WHAT YOU SHOULD DO:
Only the text of the records, copied exactly, is wanted; no pictures.

++++++++++

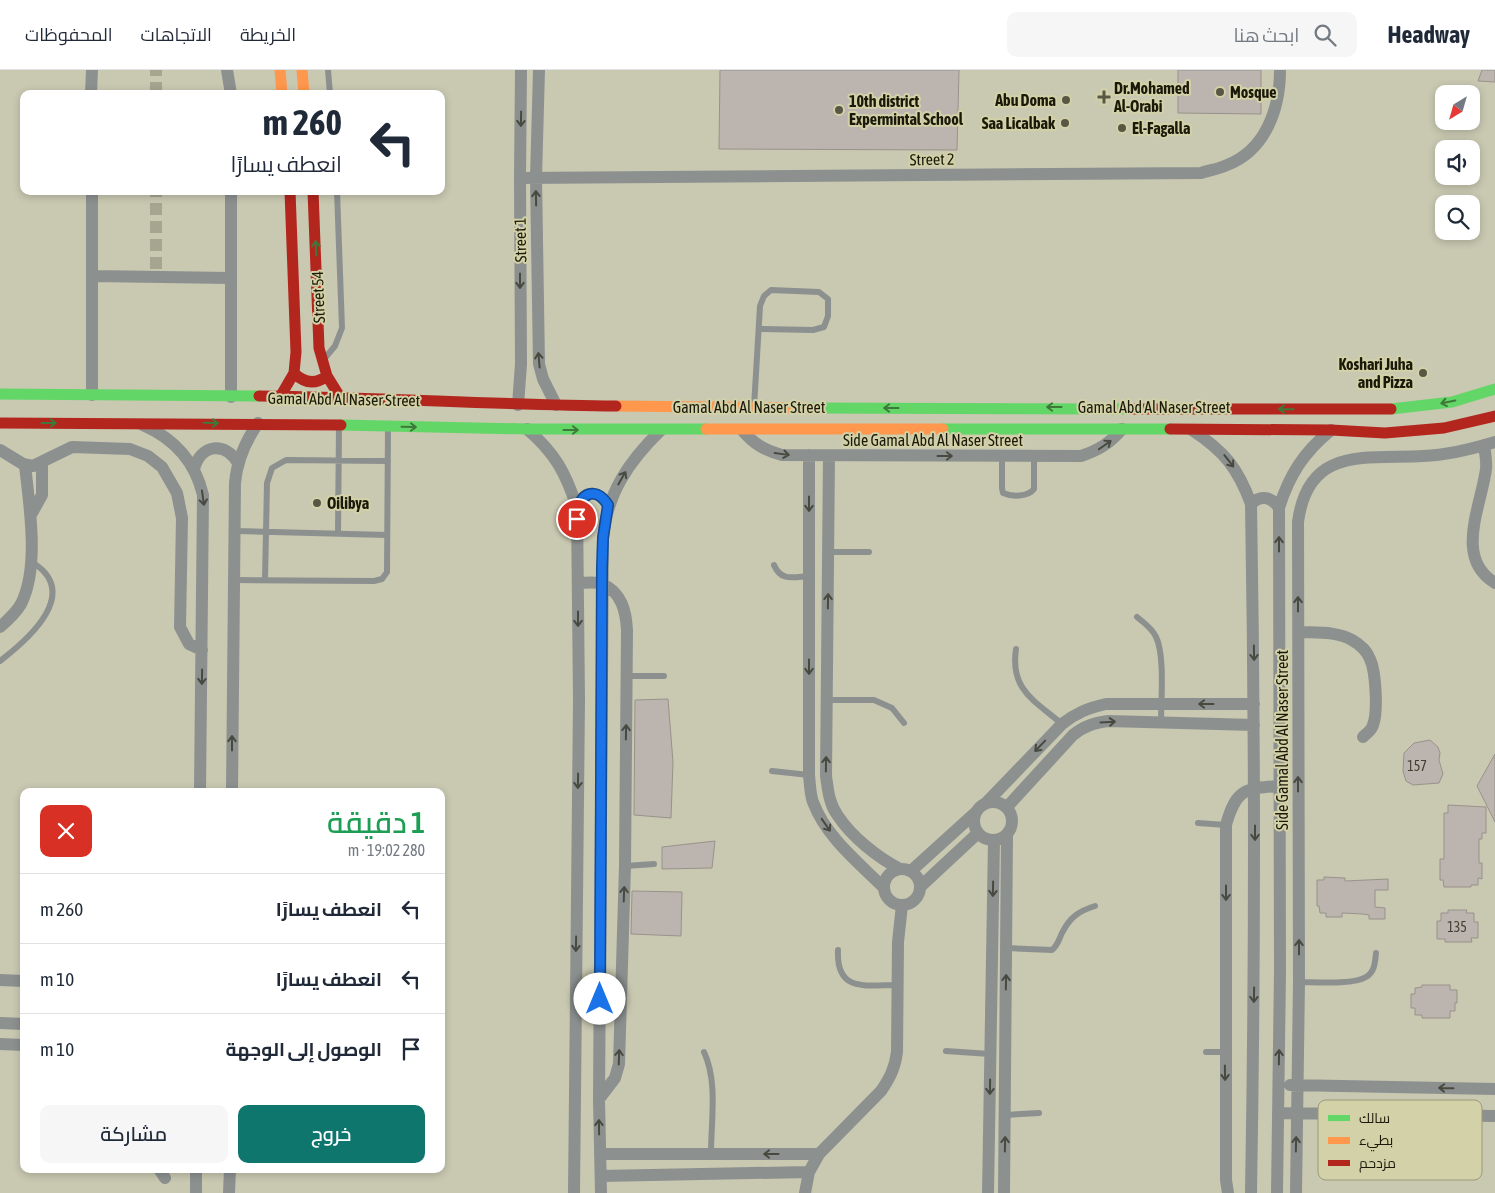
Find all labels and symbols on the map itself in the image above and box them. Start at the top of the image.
place label: Dr.Mohamed Al-Orabi [1113,79,1190,115]
place label: Mosque [1230,83,1276,101]
north arrow [1435,85,1480,130]
marker: Mosque [1214,86,1226,98]
place label: Abu Doma [994,91,1056,109]
marker: Dr.Mohamed Al-Orabi [1098,91,1110,103]
place label: 10th district Expermintal School [849,92,964,128]
marker: Abu Doma [1060,94,1072,106]
marker: 10th district Expermintal School [833,104,845,116]
one-way arrow [516,110,525,126]
place label: Saa Licalbak [982,114,1056,132]
marker: Saa Licalbak [1059,117,1071,129]
place label: El-Fagalla [1132,119,1191,137]
marker: El-Fagalla [1116,122,1128,134]
street label: Street 2 [909,150,955,168]
one-way arrow [531,190,541,206]
street label: Street 1 [511,217,529,263]
one-way arrow [312,241,321,257]
street label: Street 54 [308,271,328,323]
one-way arrow [515,272,525,289]
one-way arrow [535,353,544,369]
place label: Koshari Juha and Pizza [1338,355,1413,391]
marker: Koshari Juha and Pizza [1417,367,1429,379]
street label: Gamal Abd Al Naser Street [268,389,421,409]
street label: Gamal Abd Al Naser Street [673,398,826,416]
street label: Gamal Abd Al Naser Street [1078,398,1231,416]
one-way arrow [1441,398,1457,407]
one-way arrow [1046,402,1062,412]
one-way arrow [883,403,899,412]
one-way arrow [1278,404,1294,413]
one-way arrow [40,418,56,428]
one-way arrow [202,418,219,428]
one-way arrow [400,422,416,432]
one-way arrow [562,425,579,435]
street label: Side Gamal Abd Al Naser Street [843,431,1023,449]
one-way arrow [1098,440,1112,450]
one-way arrow [774,449,790,459]
one-way arrow [936,451,953,461]
one-way arrow [1224,454,1234,468]
one-way arrow [617,472,627,486]
one-way arrow [198,489,208,505]
place label: Oilibya [327,494,369,512]
one-way arrow [804,496,814,512]
marker: Oilibya [311,497,323,509]
pin [556,498,598,540]
one-way arrow [1274,537,1284,553]
one-way arrow [823,594,833,610]
one-way arrow [1293,597,1303,613]
one-way arrow [573,610,583,627]
one-way arrow [1249,645,1258,661]
street label: Side Gamal Abd Al Naser Street [1273,650,1291,830]
one-way arrow [804,658,814,674]
one-way arrow [197,669,207,685]
one-way arrow [1198,699,1214,709]
one-way arrow [1100,717,1116,726]
one-way arrow [621,724,631,740]
one-way arrow [227,735,237,751]
one-way arrow [1034,740,1046,753]
one-way arrow [821,756,831,772]
house number: 157 [1407,758,1427,774]
one-way arrow [573,773,583,789]
one-way arrow [1293,777,1303,793]
one-way arrow [821,818,831,832]
one-way arrow [1250,824,1260,841]
one-way arrow [988,881,998,897]
one-way arrow [1221,884,1230,900]
one-way arrow [619,886,629,902]
house number: 135 [1447,919,1467,935]
one-way arrow [572,936,581,952]
one-way arrow [1294,939,1304,956]
position arrow [573,972,625,1024]
one-way arrow [1001,974,1011,990]
one-way arrow [1249,987,1259,1003]
one-way arrow [614,1049,624,1065]
one-way arrow [1274,1049,1284,1066]
one-way arrow [1220,1064,1230,1080]
one-way arrow [985,1078,995,1095]
one-way arrow [1439,1083,1455,1093]
legend [1318,1100,1482,1180]
text: سالك [1359,1110,1390,1126]
one-way arrow [595,1119,604,1135]
text: بطيء [1359,1132,1393,1152]
one-way arrow [1000,1137,1010,1153]
one-way arrow [1292,1137,1301,1153]
one-way arrow [763,1149,779,1159]
text: مزدحم [1359,1155,1396,1173]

++++++++++

WRITTEN SOLUTION:
Find all labels and symbols on the map itself in the image above and box them. Start at the top of the image.
place label: Dr.Mohamed Al-Orabi [1113,79,1190,115]
place label: Mosque [1230,83,1276,101]
north arrow [1435,85,1480,130]
marker: Mosque [1214,86,1226,98]
place label: Abu Doma [994,91,1056,109]
marker: Dr.Mohamed Al-Orabi [1098,91,1110,103]
place label: 10th district Expermintal School [849,92,964,128]
marker: Abu Doma [1060,94,1072,106]
marker: 10th district Expermintal School [833,104,845,116]
one-way arrow [516,110,525,126]
place label: Saa Licalbak [982,114,1056,132]
marker: Saa Licalbak [1059,117,1071,129]
place label: El-Fagalla [1132,119,1191,137]
marker: El-Fagalla [1116,122,1128,134]
street label: Street 2 [909,150,955,168]
one-way arrow [531,190,541,206]
street label: Street 1 [511,217,529,263]
one-way arrow [312,241,321,257]
street label: Street 54 [308,271,328,323]
one-way arrow [515,272,525,289]
one-way arrow [535,353,544,369]
place label: Koshari Juha and Pizza [1338,355,1413,391]
marker: Koshari Juha and Pizza [1417,367,1429,379]
street label: Gamal Abd Al Naser Street [268,389,421,409]
street label: Gamal Abd Al Naser Street [673,398,826,416]
street label: Gamal Abd Al Naser Street [1078,398,1231,416]
one-way arrow [1441,398,1457,407]
one-way arrow [1046,402,1062,412]
one-way arrow [883,403,899,412]
one-way arrow [1278,404,1294,413]
one-way arrow [40,418,56,428]
one-way arrow [202,418,219,428]
one-way arrow [400,422,416,432]
one-way arrow [562,425,579,435]
street label: Side Gamal Abd Al Naser Street [843,431,1023,449]
one-way arrow [1098,440,1112,450]
one-way arrow [774,449,790,459]
one-way arrow [936,451,953,461]
one-way arrow [1224,454,1234,468]
one-way arrow [617,472,627,486]
one-way arrow [198,489,208,505]
place label: Oilibya [327,494,369,512]
one-way arrow [804,496,814,512]
marker: Oilibya [311,497,323,509]
pin [556,498,598,540]
one-way arrow [1274,537,1284,553]
one-way arrow [823,594,833,610]
one-way arrow [1293,597,1303,613]
one-way arrow [573,610,583,627]
one-way arrow [1249,645,1258,661]
street label: Side Gamal Abd Al Naser Street [1273,650,1291,830]
one-way arrow [804,658,814,674]
one-way arrow [197,669,207,685]
one-way arrow [1198,699,1214,709]
one-way arrow [1100,717,1116,726]
one-way arrow [621,724,631,740]
one-way arrow [227,735,237,751]
one-way arrow [1034,740,1046,753]
one-way arrow [821,756,831,772]
house number: 157 [1407,758,1427,774]
one-way arrow [573,773,583,789]
one-way arrow [1293,777,1303,793]
one-way arrow [821,818,831,832]
one-way arrow [1250,824,1260,841]
one-way arrow [988,881,998,897]
one-way arrow [1221,884,1230,900]
one-way arrow [619,886,629,902]
house number: 135 [1447,919,1467,935]
one-way arrow [572,936,581,952]
one-way arrow [1294,939,1304,956]
position arrow [573,972,625,1024]
one-way arrow [1001,974,1011,990]
one-way arrow [1249,987,1259,1003]
one-way arrow [614,1049,624,1065]
one-way arrow [1274,1049,1284,1066]
one-way arrow [1220,1064,1230,1080]
one-way arrow [985,1078,995,1095]
one-way arrow [1439,1083,1455,1093]
legend [1318,1100,1482,1180]
text: سالك [1359,1110,1390,1126]
one-way arrow [595,1119,604,1135]
text: بطيء [1359,1132,1393,1152]
one-way arrow [1000,1137,1010,1153]
one-way arrow [1292,1137,1301,1153]
one-way arrow [763,1149,779,1159]
text: مزدحم [1359,1155,1396,1173]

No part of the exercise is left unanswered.